Let $S$ be a directed set (reflexive, transitive and any pair of elements has a upper bound) and let $X$ be a topological space. Then a net is a function $x: S \rightarrow X$. We often use the notation $x_{\alpha}$ instead of $x(\alpha)$ for evaluation to mirror the notation used for sequences. And we say that a net converges to a point $x \in X$ when for all neighbourhoods of $x$ $N_{x}$ there exists an $\alpha_{0}$ such that

$$\left \{ x_{\alpha}:\alpha \geq \alpha_{0} \right \} \subset N_{x}.$$

We denote this fact by $x_{\alpha} \rightarrow x$.

Using this we can characterise closed set for general topological spaces in a "sequential manner". Let's compare the two characterisations that may be used:

  • In a first countable space (every metric space is first countable), $A$ is closed iff for every sequence $(x_{n}) \subset A:x_{n} \rightarrow x$ we have $x \in A$.
  • In a topological space (no additional separation assumptions are needed), $A$ is closed iff for every net $(x_{\alpha}) \subset A:x_{\alpha} \rightarrow x$ we have $x \in A$.

Note that we also have a theorem for nets that states that we can interchange a continuous function and the limiting operation.

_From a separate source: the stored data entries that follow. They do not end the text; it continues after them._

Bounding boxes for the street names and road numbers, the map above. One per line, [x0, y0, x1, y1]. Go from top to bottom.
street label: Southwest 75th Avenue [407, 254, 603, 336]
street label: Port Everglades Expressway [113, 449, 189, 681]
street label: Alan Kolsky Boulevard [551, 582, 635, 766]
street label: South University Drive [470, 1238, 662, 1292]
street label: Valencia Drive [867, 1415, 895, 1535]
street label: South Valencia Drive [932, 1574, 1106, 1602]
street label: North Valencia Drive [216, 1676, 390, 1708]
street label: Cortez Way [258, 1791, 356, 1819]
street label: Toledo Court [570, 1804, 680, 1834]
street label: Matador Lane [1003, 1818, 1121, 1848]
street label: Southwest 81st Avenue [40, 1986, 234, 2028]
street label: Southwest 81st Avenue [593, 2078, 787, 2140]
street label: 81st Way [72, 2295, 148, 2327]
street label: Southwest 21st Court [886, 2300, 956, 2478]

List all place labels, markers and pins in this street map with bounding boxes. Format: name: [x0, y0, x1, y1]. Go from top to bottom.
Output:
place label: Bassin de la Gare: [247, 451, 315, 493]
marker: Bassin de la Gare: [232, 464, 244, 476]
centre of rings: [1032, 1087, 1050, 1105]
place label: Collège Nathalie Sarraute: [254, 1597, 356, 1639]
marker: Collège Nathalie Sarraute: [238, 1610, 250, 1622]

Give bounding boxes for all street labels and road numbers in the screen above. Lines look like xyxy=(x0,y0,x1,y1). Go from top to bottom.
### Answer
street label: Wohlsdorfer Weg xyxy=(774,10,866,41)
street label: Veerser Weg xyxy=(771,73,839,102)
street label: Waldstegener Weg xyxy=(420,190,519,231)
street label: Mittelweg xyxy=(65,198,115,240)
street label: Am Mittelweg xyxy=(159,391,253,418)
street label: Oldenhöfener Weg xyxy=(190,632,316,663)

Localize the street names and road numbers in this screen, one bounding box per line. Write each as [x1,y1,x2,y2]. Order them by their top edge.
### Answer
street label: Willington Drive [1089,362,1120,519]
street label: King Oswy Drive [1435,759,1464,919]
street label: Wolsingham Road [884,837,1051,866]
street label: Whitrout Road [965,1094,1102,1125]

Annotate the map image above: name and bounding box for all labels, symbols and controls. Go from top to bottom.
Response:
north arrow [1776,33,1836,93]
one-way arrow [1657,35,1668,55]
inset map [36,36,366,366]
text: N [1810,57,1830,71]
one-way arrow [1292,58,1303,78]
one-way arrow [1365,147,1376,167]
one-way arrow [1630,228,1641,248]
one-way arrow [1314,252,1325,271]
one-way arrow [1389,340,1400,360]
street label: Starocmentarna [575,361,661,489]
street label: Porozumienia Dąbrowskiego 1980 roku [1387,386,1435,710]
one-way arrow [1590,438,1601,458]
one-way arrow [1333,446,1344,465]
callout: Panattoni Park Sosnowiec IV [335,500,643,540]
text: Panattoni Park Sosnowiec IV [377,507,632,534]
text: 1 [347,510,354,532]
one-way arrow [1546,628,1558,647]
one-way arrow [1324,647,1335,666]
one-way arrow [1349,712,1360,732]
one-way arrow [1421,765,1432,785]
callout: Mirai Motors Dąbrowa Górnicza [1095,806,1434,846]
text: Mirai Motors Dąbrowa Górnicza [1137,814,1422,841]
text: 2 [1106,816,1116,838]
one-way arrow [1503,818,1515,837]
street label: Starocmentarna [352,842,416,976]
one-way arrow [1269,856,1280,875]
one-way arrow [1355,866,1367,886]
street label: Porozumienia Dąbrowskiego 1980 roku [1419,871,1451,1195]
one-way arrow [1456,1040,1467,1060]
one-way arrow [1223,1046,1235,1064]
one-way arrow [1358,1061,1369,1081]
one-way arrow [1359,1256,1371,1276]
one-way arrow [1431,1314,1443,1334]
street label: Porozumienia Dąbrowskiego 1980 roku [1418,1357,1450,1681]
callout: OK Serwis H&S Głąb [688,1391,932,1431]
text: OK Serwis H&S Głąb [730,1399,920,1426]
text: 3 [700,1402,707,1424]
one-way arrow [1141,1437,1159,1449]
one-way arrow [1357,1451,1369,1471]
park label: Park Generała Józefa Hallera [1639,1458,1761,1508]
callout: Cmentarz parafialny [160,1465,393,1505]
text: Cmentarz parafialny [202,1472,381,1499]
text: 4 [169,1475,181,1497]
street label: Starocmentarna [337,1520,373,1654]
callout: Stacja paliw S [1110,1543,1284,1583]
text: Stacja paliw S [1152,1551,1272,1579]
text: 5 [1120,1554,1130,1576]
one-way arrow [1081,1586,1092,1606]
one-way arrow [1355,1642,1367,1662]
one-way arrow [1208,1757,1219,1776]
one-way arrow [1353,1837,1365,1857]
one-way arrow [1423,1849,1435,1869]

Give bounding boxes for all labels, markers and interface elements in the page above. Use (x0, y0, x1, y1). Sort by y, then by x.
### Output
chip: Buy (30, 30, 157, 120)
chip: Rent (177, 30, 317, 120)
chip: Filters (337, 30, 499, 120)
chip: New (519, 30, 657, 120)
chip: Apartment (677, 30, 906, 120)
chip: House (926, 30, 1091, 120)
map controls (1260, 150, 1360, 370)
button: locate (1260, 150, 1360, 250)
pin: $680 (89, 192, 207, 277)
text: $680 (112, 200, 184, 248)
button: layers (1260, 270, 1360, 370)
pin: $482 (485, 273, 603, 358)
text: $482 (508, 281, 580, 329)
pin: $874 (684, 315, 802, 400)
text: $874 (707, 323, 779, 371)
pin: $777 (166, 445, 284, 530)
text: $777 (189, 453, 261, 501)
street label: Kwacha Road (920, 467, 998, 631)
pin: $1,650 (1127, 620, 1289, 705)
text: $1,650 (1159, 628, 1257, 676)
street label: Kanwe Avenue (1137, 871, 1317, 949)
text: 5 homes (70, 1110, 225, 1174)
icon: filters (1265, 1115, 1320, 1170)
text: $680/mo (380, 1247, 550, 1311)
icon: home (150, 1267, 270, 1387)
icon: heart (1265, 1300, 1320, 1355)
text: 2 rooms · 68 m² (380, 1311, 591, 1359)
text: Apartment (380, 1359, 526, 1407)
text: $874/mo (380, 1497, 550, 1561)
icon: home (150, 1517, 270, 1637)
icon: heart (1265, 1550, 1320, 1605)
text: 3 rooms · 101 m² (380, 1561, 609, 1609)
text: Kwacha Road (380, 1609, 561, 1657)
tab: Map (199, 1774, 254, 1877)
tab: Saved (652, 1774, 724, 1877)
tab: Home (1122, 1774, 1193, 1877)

Thus allowing us to do exactly (notation wise) what 1LiterTears did in the initial post (consider the same setup, just replace sequence with net):

$$\text{lim}f(x_{\alpha}) = f(\text{lim}x_{\alpha})=f(x).$$

This of course allows us to also get the "same result" if we replace sequence by net in the initial statement.

In short, nets are a great way to move from first countable spaces to general topological spaces while still being able to recycle some of the "standard arguments" from analysis.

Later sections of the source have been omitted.